Int J Geriatr Psychiatry. 2026 Jun;41(6):e70228. doi: 10.1002/gps.70228.

ABSTRACT

OBJECTIVES: Nursing homes in Sweden provide housing and care for people aged 65 years or older who require assistance with everyday activities. An increasing number of nursing home residents have cognitive and functional decline, which can result in additional time needed for care provision. This study aimed to explore changes in resource use and associated factors in Swedish nursing homes over a 5-year period.

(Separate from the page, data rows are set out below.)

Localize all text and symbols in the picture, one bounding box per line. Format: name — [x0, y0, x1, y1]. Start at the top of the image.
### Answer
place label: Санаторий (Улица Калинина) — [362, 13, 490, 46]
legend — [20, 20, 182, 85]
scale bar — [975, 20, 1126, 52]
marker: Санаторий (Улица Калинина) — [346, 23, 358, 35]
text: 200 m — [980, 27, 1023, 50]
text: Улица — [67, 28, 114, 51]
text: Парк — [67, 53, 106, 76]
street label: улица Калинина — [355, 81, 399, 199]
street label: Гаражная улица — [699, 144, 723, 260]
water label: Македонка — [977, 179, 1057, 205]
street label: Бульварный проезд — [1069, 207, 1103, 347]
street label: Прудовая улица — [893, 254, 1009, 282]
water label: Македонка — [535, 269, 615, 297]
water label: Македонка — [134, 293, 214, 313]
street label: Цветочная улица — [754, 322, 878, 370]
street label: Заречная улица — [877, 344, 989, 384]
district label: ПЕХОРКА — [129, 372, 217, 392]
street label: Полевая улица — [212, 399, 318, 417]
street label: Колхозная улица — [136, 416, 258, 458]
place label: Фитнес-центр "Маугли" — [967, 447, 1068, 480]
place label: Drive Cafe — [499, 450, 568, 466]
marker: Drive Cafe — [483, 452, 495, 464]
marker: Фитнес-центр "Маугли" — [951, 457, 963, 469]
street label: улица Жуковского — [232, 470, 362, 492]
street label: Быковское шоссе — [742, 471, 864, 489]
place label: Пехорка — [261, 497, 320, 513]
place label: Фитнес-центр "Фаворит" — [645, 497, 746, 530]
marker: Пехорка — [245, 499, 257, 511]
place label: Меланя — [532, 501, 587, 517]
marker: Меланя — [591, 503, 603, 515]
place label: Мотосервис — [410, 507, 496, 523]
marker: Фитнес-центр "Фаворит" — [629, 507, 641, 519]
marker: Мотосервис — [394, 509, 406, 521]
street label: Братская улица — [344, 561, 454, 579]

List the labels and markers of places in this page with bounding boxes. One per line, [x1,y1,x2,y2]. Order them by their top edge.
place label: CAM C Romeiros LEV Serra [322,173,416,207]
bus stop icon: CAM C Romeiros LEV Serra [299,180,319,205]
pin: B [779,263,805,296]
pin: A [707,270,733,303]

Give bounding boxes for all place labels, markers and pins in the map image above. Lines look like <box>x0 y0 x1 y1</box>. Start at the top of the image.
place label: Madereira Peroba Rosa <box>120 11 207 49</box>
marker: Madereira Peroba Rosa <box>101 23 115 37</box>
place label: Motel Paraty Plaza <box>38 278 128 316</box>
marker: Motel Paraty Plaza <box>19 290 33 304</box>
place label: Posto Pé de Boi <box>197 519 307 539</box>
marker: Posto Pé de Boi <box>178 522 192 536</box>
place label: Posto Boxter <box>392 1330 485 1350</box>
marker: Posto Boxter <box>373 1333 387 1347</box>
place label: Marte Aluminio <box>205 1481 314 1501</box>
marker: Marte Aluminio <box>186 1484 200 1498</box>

METHODS: This repeated cross-sectional study analyzed baseline (2013-2014) and follow-up (2018-2019) proxy-rated data from 4599 participants from the Swedish National Inventory of Care and Health in Residential Aged Care study. Resource use was measured using the Resource Use in Dementia scale. Descriptive statistics, t-tests, chi-square tests, and multiple linear regressions were performed.

RESULTS: Total resource use increased from 7.15 h/day to 7.83 h/day between baseline and follow-up. The number of residents living in a dementia unit increased from 34.6% to 43%. Higher independence in activities of daily living was associated with lower total resource use at follow-up while living in a dementia unit was associated with higher total resource use. Higher total resource use was associated with seven neuropsychiatric symptoms. For residents living in a dementia unit, four neuropsychiatric symptoms were associated with higher total resource use.

CONCLUSIONS: Resource use in Swedish nursing homes increased between baseline and follow-up. These results may inform future policy, financing, and implementation decisions to support resource utilization in nursing homes.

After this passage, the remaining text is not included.